Assignment -> Would you output all the data exactly as it stands?

Data provided ->
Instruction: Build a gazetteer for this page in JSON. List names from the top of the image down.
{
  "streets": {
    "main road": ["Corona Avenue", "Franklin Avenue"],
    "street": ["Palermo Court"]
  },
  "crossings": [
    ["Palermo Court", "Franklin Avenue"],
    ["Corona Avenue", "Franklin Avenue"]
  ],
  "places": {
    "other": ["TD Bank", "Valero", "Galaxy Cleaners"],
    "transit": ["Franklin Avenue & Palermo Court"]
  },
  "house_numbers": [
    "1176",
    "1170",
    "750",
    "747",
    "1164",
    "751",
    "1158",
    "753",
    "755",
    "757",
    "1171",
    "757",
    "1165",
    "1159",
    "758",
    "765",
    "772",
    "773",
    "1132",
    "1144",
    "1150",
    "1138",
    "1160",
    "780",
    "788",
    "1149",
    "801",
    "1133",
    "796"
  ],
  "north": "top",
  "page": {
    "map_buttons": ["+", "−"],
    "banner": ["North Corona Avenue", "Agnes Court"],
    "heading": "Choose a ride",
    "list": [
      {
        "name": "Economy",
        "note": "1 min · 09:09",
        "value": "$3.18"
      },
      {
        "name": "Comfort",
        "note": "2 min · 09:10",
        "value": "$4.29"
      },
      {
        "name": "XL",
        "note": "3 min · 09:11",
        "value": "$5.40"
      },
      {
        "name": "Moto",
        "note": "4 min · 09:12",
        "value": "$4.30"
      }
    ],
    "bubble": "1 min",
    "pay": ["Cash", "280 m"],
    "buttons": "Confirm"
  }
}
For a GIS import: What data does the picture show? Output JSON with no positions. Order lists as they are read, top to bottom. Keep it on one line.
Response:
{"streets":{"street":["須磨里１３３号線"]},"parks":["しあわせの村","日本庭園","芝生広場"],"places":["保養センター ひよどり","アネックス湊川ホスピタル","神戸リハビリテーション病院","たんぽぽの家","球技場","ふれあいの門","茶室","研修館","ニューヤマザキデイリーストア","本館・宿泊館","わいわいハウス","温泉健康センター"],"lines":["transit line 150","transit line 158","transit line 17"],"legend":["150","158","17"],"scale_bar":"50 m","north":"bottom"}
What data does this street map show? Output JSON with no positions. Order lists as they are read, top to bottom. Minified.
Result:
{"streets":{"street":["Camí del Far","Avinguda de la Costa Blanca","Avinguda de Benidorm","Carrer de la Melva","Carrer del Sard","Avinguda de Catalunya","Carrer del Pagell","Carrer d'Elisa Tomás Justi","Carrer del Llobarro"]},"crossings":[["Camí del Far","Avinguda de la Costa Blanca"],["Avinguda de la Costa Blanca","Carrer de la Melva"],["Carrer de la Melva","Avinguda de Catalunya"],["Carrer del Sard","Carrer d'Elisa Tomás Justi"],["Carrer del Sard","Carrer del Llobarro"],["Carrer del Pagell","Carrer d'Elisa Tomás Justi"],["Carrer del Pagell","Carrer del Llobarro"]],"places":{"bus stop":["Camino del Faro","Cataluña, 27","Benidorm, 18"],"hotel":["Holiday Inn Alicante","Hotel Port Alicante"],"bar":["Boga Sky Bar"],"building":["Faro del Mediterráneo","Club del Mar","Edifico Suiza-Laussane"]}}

Reply to the task ->
Instruction: Build a gazetteer for this page in JSON. List names from the top of the image down.
{
  "streets": {
    "main road": ["Corona Avenue", "Franklin Avenue"],
    "street": ["Palermo Court"]
  },
  "crossings": [
    ["Palermo Court", "Franklin Avenue"],
    ["Corona Avenue", "Franklin Avenue"]
  ],
  "places": {
    "other": ["TD Bank", "Valero", "Galaxy Cleaners"],
    "transit": ["Franklin Avenue & Palermo Court"]
  },
  "house_numbers": [
    "1176",
    "1170",
    "750",
    "747",
    "1164",
    "751",
    "1158",
    "753",
    "755",
    "757",
    "1171",
    "757",
    "1165",
    "1159",
    "758",
    "765",
    "772",
    "773",
    "1132",
    "1144",
    "1150",
    "1138",
    "1160",
    "780",
    "788",
    "1149",
    "801",
    "1133",
    "796"
  ],
  "north": "top",
  "page": {
    "map_buttons": ["+", "−"],
    "banner": ["North Corona Avenue", "Agnes Court"],
    "heading": "Choose a ride",
    "list": [
      {
        "name": "Economy",
        "note": "1 min · 09:09",
        "value": "$3.18"
      },
      {
        "name": "Comfort",
        "note": "2 min · 09:10",
        "value": "$4.29"
      },
      {
        "name": "XL",
        "note": "3 min · 09:11",
        "value": "$5.40"
      },
      {
        "name": "Moto",
        "note": "4 min · 09:12",
        "value": "$4.30"
      }
    ],
    "bubble": "1 min",
    "pay": ["Cash", "280 m"],
    "buttons": "Confirm"
  }
}
For a GIS import: What data does the picture show? Output JSON with no positions. Order lists as they are read, top to bottom. Keep it on one line.
Response:
{"streets":{"street":["須磨里１３３号線"]},"parks":["しあわせの村","日本庭園","芝生広場"],"places":["保養センター ひよどり","アネックス湊川ホスピタル","神戸リハビリテーション病院","たんぽぽの家","球技場","ふれあいの門","茶室","研修館","ニューヤマザキデイリーストア","本館・宿泊館","わいわいハウス","温泉健康センター"],"lines":["transit line 150","transit line 158","transit line 17"],"legend":["150","158","17"],"scale_bar":"50 m","north":"bottom"}
What data does this street map show? Output JSON with no positions. Order lists as they are read, top to bottom. Minified.
Result:
{"streets":{"street":["Camí del Far","Avinguda de la Costa Blanca","Avinguda de Benidorm","Carrer de la Melva","Carrer del Sard","Avinguda de Catalunya","Carrer del Pagell","Carrer d'Elisa Tomás Justi","Carrer del Llobarro"]},"crossings":[["Camí del Far","Avinguda de la Costa Blanca"],["Avinguda de la Costa Blanca","Carrer de la Melva"],["Carrer de la Melva","Avinguda de Catalunya"],["Carrer del Sard","Carrer d'Elisa Tomás Justi"],["Carrer del Sard","Carrer del Llobarro"],["Carrer del Pagell","Carrer d'Elisa Tomás Justi"],["Carrer del Pagell","Carrer del Llobarro"]],"places":{"bus stop":["Camino del Faro","Cataluña, 27","Benidorm, 18"],"hotel":["Holiday Inn Alicante","Hotel Port Alicante"],"bar":["Boga Sky Bar"],"building":["Faro del Mediterráneo","Club del Mar","Edifico Suiza-Laussane"]}}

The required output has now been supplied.